**Dataset entries**
--- START ---
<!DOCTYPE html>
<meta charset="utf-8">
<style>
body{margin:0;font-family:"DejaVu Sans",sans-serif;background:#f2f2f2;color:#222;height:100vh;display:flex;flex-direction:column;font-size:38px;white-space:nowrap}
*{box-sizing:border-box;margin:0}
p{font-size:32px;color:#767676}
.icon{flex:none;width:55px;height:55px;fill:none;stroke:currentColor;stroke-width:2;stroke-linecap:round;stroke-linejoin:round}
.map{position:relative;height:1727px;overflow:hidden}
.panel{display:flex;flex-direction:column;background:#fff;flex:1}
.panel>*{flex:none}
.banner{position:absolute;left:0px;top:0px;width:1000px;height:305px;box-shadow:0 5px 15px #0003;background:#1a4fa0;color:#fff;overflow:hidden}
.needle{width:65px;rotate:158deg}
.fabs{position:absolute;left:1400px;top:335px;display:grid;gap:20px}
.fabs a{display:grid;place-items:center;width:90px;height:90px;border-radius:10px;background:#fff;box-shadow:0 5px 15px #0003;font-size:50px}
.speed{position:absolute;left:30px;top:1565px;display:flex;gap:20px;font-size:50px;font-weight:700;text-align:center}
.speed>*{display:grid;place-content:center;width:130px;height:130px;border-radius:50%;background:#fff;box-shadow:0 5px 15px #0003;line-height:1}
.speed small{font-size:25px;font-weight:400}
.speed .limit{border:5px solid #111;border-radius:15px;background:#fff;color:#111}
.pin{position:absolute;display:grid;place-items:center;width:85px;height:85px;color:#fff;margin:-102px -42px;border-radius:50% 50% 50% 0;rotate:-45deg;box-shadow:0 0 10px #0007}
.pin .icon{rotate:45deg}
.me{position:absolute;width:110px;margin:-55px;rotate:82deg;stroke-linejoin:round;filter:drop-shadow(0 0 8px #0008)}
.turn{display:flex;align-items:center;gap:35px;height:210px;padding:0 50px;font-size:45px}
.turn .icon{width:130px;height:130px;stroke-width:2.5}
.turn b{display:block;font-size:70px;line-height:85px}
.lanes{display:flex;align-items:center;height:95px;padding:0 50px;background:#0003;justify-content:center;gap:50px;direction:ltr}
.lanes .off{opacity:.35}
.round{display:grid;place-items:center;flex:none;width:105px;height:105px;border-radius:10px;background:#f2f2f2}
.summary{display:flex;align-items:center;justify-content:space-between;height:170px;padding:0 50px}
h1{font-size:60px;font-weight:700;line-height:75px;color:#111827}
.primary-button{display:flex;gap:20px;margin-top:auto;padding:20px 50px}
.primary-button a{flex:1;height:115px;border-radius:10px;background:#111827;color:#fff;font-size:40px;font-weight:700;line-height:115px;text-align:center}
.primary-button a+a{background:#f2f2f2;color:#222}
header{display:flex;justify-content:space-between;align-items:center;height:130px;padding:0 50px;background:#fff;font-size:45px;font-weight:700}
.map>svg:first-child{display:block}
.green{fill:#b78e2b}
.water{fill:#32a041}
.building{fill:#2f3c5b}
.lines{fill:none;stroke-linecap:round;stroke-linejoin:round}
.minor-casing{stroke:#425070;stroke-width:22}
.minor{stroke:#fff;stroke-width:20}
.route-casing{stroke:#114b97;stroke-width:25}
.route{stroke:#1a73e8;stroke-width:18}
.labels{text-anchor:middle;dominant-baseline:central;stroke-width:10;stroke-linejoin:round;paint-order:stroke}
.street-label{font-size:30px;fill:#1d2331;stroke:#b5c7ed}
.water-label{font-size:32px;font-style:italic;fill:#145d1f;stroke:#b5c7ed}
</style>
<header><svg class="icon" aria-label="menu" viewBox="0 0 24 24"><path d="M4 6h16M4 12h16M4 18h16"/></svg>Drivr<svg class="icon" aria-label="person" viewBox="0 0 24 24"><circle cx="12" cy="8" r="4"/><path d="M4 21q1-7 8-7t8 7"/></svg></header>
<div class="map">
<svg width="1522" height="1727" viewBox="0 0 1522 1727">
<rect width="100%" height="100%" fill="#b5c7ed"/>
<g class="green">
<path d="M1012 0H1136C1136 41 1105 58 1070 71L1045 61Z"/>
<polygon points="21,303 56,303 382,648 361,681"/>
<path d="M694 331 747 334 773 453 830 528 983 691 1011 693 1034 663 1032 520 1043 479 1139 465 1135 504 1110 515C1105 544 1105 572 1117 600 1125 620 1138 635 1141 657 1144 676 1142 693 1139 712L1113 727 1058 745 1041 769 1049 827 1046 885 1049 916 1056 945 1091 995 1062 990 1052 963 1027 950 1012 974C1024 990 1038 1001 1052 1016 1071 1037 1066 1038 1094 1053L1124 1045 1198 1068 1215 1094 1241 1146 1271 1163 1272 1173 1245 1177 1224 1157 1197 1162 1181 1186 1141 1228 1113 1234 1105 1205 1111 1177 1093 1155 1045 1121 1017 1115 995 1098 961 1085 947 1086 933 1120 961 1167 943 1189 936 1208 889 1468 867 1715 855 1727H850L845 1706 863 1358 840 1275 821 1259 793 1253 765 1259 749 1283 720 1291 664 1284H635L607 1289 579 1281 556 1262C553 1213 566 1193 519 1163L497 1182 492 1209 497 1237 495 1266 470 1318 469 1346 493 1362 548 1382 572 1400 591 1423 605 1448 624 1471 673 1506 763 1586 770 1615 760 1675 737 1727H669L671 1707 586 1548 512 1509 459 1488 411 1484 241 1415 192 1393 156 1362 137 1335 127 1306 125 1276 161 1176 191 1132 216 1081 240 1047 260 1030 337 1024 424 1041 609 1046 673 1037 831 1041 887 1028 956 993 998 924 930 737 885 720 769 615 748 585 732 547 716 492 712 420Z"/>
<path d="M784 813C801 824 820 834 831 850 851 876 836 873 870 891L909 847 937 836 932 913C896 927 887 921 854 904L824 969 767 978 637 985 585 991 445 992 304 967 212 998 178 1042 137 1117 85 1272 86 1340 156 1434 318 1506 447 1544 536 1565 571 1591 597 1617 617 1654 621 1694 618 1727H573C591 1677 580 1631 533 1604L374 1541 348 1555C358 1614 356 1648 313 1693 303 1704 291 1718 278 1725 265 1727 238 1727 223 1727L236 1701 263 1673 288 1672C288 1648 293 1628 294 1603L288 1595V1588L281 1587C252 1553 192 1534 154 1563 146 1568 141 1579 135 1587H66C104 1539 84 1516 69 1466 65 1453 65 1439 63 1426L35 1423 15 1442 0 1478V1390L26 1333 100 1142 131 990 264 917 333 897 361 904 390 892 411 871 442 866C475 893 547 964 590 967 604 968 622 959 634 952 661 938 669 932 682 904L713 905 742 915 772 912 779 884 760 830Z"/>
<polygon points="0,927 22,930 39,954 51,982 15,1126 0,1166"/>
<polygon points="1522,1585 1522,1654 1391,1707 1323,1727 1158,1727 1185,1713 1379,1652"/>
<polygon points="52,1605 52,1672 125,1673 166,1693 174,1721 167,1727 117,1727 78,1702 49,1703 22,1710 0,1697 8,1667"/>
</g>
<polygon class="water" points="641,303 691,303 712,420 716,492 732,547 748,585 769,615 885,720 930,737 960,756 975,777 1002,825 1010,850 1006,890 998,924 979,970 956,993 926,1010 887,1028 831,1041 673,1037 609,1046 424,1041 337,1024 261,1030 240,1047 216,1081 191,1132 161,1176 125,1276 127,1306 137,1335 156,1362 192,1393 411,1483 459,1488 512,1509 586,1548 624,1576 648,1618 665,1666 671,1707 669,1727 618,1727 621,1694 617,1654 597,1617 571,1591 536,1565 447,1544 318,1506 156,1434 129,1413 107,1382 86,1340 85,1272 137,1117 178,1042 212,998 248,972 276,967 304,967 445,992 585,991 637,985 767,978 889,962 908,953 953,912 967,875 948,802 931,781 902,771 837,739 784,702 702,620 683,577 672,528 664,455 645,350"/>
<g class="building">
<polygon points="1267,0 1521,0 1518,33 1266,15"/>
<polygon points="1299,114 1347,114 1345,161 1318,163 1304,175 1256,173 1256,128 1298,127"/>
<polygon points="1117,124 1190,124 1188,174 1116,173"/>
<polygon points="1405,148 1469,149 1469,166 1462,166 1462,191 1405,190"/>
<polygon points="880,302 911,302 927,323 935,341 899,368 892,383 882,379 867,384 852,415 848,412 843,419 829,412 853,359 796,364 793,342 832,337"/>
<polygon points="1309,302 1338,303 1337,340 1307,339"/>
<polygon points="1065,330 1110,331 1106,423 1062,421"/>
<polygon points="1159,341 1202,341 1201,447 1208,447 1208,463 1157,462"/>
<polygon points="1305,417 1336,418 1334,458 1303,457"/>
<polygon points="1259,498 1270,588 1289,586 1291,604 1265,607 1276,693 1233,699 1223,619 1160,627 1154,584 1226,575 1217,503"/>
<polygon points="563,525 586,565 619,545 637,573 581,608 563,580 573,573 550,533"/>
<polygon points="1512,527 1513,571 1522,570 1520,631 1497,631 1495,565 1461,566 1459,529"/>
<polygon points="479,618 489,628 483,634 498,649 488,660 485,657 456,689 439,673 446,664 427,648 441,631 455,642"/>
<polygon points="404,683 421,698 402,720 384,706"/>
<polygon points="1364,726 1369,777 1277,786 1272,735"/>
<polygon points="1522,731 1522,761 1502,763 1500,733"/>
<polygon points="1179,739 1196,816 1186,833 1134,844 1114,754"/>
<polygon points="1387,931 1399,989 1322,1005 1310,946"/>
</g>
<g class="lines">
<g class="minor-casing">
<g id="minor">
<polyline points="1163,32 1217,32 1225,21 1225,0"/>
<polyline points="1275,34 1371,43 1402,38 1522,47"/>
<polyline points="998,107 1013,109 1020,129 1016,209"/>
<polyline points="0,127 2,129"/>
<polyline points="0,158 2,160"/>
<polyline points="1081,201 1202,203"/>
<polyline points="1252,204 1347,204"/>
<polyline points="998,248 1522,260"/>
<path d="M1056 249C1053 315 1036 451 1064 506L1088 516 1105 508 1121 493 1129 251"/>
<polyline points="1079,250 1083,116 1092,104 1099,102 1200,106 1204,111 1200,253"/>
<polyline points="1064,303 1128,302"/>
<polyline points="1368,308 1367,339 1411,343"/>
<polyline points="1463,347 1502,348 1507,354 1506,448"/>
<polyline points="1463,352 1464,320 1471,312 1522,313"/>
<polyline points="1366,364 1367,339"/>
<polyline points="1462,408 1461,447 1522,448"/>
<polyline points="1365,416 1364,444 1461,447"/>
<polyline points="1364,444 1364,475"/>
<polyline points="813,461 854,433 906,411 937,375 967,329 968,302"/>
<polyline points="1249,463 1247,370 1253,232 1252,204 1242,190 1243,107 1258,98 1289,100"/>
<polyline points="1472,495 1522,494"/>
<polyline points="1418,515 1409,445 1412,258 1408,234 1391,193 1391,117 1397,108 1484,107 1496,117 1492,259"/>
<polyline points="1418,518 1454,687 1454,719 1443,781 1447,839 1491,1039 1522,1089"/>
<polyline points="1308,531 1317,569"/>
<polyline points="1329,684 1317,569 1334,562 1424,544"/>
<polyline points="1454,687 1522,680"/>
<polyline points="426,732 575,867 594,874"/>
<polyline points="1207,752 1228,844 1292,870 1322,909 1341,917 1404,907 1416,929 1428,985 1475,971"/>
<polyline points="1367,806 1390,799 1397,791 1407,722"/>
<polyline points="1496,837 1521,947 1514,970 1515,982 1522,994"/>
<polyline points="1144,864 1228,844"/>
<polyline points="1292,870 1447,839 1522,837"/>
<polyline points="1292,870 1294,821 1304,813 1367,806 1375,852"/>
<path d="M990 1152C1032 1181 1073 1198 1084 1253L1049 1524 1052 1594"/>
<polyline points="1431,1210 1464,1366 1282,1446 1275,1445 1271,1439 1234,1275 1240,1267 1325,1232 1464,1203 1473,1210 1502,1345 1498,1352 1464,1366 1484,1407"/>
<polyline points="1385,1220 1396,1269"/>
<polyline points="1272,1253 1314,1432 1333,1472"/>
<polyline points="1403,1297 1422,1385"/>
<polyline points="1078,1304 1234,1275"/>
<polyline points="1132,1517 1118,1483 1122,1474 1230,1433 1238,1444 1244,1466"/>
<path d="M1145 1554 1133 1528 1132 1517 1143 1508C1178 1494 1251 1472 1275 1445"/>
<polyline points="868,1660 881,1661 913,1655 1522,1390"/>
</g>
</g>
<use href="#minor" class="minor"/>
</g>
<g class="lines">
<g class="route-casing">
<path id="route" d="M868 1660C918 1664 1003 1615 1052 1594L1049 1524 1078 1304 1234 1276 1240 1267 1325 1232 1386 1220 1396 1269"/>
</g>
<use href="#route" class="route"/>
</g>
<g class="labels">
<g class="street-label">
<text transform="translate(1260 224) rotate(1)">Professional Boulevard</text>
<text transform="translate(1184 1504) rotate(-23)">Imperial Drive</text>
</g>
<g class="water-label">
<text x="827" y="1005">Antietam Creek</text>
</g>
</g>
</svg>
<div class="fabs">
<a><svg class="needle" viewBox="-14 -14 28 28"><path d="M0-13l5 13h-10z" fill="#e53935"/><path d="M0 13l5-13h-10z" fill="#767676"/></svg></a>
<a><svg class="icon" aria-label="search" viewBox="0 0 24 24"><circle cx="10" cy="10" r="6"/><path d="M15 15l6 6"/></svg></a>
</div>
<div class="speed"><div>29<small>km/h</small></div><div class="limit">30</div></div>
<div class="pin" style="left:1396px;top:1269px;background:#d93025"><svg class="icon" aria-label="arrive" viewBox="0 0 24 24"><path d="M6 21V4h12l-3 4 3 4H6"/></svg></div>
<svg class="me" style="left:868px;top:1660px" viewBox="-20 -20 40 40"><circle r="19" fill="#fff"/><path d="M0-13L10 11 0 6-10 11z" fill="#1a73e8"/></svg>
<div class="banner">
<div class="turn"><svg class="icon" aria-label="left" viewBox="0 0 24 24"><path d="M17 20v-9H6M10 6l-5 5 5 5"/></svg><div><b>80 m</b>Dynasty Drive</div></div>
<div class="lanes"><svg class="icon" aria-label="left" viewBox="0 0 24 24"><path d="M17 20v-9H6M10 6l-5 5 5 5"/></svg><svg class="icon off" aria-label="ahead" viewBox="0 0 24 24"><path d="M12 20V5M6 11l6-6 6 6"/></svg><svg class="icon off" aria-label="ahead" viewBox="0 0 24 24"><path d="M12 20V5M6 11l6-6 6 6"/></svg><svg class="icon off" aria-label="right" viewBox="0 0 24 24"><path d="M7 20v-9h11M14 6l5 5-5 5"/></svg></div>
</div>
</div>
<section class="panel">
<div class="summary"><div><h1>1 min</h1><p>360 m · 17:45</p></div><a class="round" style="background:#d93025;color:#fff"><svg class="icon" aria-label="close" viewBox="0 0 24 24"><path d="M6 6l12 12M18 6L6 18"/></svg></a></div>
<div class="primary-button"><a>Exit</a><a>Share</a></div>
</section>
--- END ---
**Assignment**
The total, and only the total: count the lines above that contain "speed".

**Response for this exercise**
5